Items listed in a dataset:
┄┄┄┄┄┄┄┄┄┄

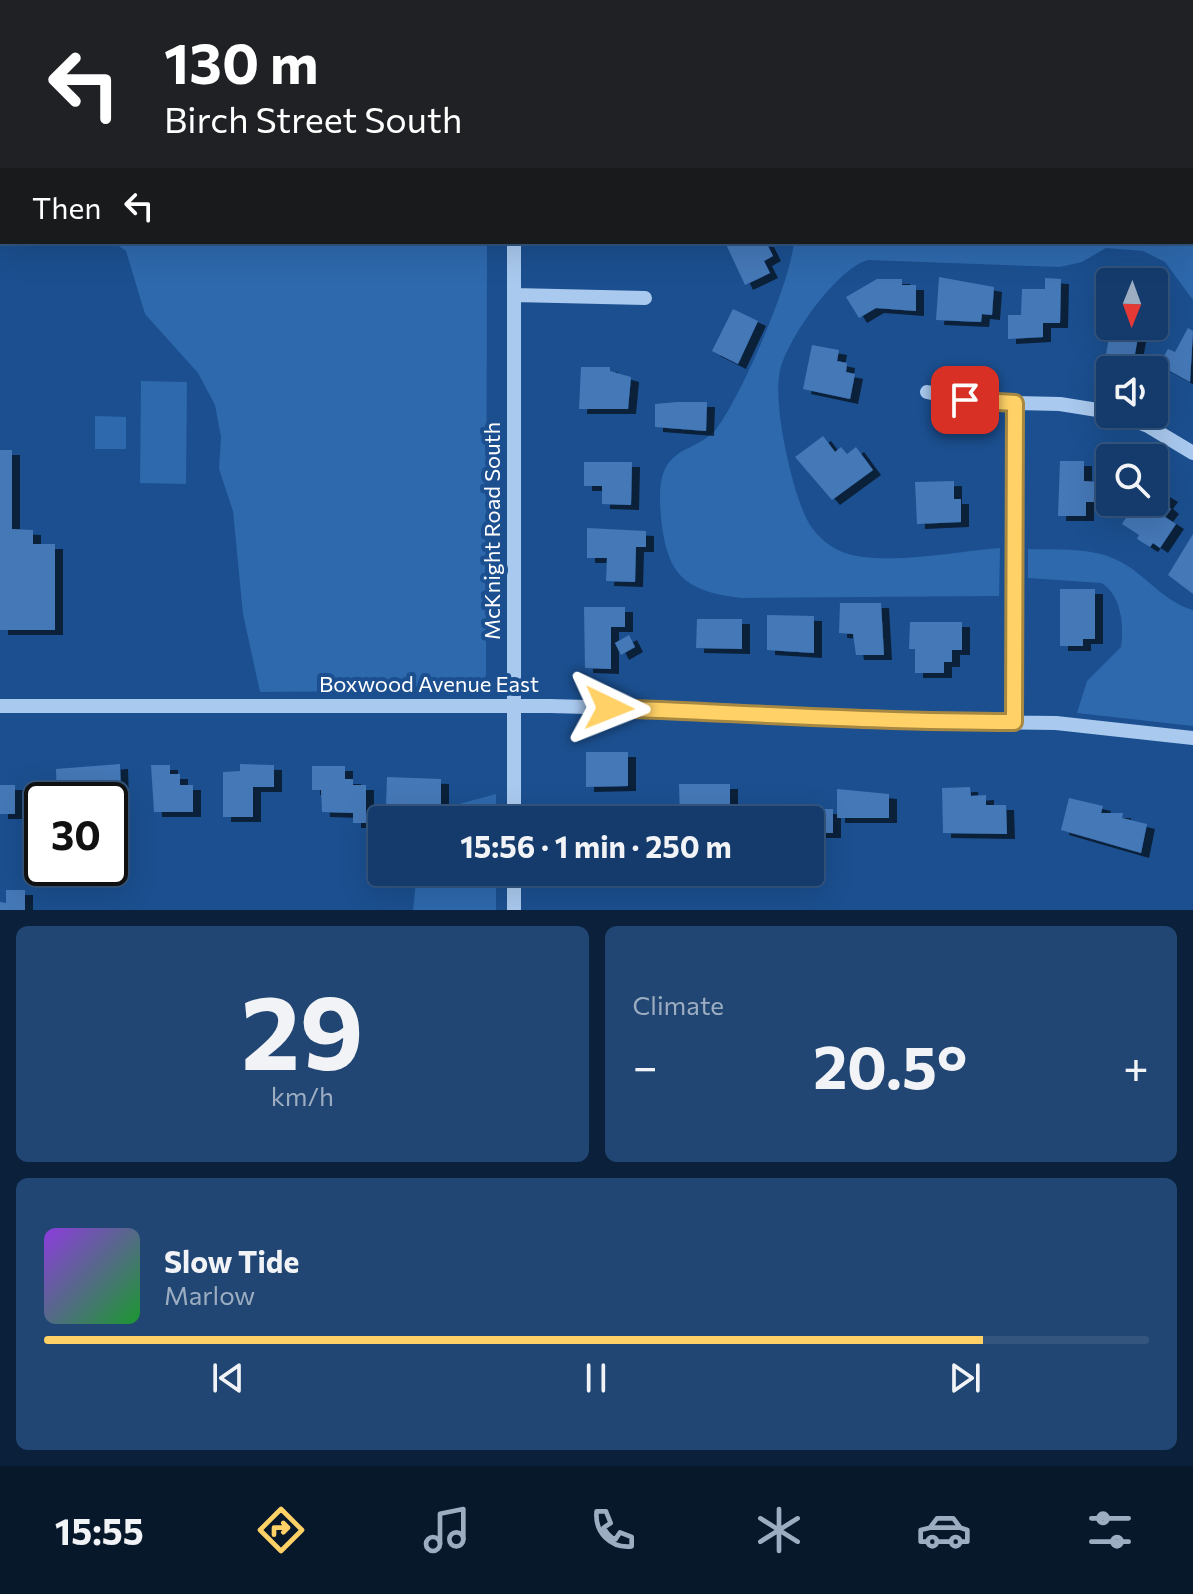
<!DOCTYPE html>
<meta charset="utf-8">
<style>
:root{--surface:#143b6b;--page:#214673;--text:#f1f3f6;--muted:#9dadc1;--line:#33557e;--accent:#ffd166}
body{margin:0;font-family:Commissioner,sans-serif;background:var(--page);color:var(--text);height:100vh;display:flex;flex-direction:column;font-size:30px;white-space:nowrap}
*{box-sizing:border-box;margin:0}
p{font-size:26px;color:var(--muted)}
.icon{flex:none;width:44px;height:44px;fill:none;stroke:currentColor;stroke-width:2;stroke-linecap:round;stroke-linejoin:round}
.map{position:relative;height:910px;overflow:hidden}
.details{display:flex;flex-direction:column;gap:16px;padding:16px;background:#0b203b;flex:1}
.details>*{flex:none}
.top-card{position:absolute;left:0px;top:0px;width:1194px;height:244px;box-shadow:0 8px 32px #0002,0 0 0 2px var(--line);background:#202124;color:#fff;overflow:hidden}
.needle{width:52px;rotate:181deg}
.fabs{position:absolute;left:1096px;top:268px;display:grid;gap:16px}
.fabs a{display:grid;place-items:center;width:72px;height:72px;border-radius:8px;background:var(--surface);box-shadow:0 8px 32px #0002,0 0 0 2px var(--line);font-size:40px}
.speed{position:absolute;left:24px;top:782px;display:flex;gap:16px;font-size:40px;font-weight:700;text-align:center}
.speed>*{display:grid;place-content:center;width:104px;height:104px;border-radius:50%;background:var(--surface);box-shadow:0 8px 32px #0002,0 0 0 2px var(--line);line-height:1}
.speed .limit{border:4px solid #111;border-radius:12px;background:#fff;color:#111}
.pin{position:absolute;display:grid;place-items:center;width:68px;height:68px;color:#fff;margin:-34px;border-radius:16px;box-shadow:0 4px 12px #0006}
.me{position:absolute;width:88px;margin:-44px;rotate:92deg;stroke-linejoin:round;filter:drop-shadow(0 0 6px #0008)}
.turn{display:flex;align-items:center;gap:28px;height:168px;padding:0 32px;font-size:36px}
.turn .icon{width:104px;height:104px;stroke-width:2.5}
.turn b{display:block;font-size:56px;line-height:68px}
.then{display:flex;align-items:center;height:76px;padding:0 32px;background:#0003;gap:16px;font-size:30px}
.big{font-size:60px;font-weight:700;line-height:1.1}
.details .widget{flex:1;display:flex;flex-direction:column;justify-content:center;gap:12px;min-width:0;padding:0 28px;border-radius:12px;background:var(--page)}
.details .dial{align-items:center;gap:0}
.dial b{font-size:104px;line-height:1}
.song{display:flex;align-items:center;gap:24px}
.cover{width:96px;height:96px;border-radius:12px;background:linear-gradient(135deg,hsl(270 70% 55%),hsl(130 70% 35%))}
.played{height:8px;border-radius:4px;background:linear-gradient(90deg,var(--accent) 85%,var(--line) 85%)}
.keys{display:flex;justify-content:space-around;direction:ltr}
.heat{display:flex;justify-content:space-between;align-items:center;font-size:44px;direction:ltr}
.details .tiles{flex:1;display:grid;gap:16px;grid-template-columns:1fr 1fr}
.widget:last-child{grid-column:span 2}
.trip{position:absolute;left:368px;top:806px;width:456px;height:80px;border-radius:8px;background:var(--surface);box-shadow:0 8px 32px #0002,0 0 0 2px var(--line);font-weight:700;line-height:80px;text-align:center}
.tabs{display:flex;height:128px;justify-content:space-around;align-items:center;background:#08182b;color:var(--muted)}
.tabs .icon{width:56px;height:56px}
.tabs .selected{color:var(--accent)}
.tabs b{font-size:36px;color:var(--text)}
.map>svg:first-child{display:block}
.green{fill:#2e69ad}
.building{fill:#4478b7;filter:url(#shadow)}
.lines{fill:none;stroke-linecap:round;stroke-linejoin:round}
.minor{stroke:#a9c9ee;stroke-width:14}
.route-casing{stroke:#a68842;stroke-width:20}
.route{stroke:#ffd166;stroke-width:14}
.labels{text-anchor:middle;stroke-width:8;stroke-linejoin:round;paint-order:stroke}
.street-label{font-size:22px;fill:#fff;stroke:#1b4f8f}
</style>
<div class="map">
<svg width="1193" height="910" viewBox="0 0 1193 910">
<defs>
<filter id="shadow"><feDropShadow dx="8" dy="5" stdDeviation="0" flood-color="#0009"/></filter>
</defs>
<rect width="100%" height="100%" fill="#1b4f8f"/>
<path class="green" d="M1193,164V300L1165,262L1143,251L1106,248L1082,262L1060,267L868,260C837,268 787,339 780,371C772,402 793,498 810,525C817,536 830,547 842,552C882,567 958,551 1000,548L999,596L741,598C684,591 667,575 661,518C660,502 658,484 665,469C675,447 703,447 717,428C742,394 790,284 794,242H1192Z
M113,242H487L486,675L481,690L260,692L243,614L233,511L219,469L221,437L215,405L198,373L145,314L126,251Z
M141,381L187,382L186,484L140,483Z
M95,416L126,417V449H95Z
M1028,549C1057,550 1095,547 1121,562C1147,576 1164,602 1193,610V726L1077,713L1087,681L1121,647C1124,626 1122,595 1101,583L1028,578Z
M496,794V820H446L459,804Z
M435,872H496V910H413L416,882Z"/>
<path class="building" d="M725,242H766L773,256L764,261L770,273L745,285Z
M939,277L994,287L992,315L982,314L981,322L936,320Z
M1045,278L1061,279L1060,323H1043V337L1008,339V315H1021L1022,289H1045Z
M877,279H902V285H916V311L876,308L859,318L846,297Z
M1106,298L1110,299V326H1140L1133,365L1105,360L1109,337L1096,334Z
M733,309L758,321L738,364L712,351Z
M1188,328L1193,331L1190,382L1159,365L1168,349L1175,352Z
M812,345L839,350L837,361L847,363L846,372L855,374L850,399L803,389Z
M581,367H610V371L631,377L628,409H579Z
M677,402H707L706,431L655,427V404Z
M823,436L835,452L841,447L847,454L856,447L873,470L832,500L795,457Z
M0,450H12V529L33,530V544H55V630H0Z
M1060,461H1084V481L1097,482V502H1086V516H1058Z
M584,462H632L631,505L602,504V486H584Z
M954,481V499H961V522L917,524L915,482Z
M1154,487L1170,497L1165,504L1171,509L1165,517L1176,524L1160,548L1153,543L1150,547L1137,539L1139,535L1122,524L1136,502H1154Z
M587,528L646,531V547H636L635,582L606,581L607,558H587Z
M1193,534V594L1168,575Z
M1060,589H1095V639H1083V646H1060Z
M840,603H881L884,655H856L853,634L839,633Z
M584,607H625V627H611V669L585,668Z
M767,615L814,616V653L767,650Z
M697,619H742V649L696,648Z
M910,622H962V650H952V662H944V673H915V649H909Z
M629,635L635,647L621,655L615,643Z
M586,752H628V786L586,787Z
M120,764L121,794H82V800H57L56,769Z
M240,764L274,765V787H253V817H223V772L240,771Z
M151,765H170V774H180V785H193V812H154Z
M312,766H345V779H353V785H366V823H353V813L322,812L321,790H312Z
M387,777L441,779V807L386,806Z
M679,784H730V820L680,818Z
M0,785H15V814H0Z
M970,787L971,796L986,795V805H1006L1007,834L943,833L942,788Z
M837,789L889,794V818H837Z
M1069,798L1103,806L1101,813H1123L1122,818L1147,824L1141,853L1061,830Z
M807,809H833V833H810Z
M614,872H643V879H614Z
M6,890H25V910H0V902L6,903Z"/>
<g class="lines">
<path class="minor" d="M513,0V2
M1158,0L1160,2
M514,242V820
M514,295L645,298
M927,392L973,402L1060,404L1110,412
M1117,414L1148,426L1193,453
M0,706H550L735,711L861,720L1056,723L1193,738
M1014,722L1015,403
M514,910V872"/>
</g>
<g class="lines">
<defs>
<path id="route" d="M609,708C744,713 879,722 1014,722L1015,403L965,400"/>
</defs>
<use href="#route" class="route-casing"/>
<use href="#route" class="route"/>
</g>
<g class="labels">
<g class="street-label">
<text transform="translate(492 531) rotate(-90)" y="8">McKnight Road South</text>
<text x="429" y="692">Boxwood Avenue East</text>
</g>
</g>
</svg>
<div class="fabs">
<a><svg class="needle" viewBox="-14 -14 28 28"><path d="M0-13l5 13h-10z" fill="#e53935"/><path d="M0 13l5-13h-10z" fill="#9dadc1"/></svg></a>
<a><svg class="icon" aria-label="sound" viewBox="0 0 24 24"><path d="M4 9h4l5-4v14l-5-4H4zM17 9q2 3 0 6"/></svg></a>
<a><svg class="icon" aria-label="search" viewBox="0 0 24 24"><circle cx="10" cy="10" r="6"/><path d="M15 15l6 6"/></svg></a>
</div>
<div class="speed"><div class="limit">30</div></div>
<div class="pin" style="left:965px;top:400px;background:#d93025"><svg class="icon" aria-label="arrive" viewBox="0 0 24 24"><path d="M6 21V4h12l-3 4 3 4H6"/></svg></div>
<svg class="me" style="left:609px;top:708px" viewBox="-20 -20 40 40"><path d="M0-17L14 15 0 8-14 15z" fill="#ffd166" stroke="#fff" stroke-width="4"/></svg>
<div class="trip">15:56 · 1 min · 250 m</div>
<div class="top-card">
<div class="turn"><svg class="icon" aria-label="left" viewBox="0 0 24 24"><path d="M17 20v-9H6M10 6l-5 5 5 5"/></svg><div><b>130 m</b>Birch Street South</div></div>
<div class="then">Then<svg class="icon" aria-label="left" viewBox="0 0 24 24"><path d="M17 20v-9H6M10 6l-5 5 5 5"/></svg></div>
</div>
</div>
<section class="details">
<div class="tiles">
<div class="widget dial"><b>29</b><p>km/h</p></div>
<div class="widget"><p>Climate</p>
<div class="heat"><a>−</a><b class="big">20.5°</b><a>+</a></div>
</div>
<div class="widget">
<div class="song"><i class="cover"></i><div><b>Slow Tide</b><p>Marlow</p></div></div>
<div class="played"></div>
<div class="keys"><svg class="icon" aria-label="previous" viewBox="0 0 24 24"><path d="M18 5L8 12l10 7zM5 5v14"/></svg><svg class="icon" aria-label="pause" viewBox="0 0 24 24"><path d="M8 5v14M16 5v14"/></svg><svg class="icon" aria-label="next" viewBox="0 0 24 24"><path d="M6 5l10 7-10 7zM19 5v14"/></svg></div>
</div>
</div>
</section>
<nav class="tabs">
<b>15:55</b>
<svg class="icon selected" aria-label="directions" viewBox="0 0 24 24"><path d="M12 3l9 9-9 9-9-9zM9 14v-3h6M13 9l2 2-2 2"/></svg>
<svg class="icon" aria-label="music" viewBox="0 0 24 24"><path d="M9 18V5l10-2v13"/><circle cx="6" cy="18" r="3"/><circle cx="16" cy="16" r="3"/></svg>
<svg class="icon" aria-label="phone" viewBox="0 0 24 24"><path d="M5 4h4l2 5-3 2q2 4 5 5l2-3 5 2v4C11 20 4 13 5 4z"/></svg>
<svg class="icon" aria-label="climate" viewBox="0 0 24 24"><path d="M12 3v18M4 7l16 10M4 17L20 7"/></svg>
<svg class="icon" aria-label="car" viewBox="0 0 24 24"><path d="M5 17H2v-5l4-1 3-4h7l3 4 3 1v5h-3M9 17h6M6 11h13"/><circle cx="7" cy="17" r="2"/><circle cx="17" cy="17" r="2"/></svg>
<svg class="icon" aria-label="filters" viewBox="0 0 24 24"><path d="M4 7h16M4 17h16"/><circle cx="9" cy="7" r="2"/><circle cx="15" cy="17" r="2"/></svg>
</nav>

┄┄┄┄┄┄┄┄┄┄

> **Brief**:
The answer must consist of every line from the data that contains the word "speed".

> **Task result**:
.speed{position:absolute;left:24px;top:782px;display:flex;gap:16px;font-size:40px;font-weight:700;text-align:center}
.speed>*{display:grid;place-content:center;width:104px;height:104px;border-radius:50%;background:var(--surface);box-shadow:0 8px 32px #0002,0 0 0 2px var(--line);line-height:1}
.speed .limit{border:4px solid #111;border-radius:12px;background:#fff;color:#111}
<div class="speed"><div class="limit">30</div></div>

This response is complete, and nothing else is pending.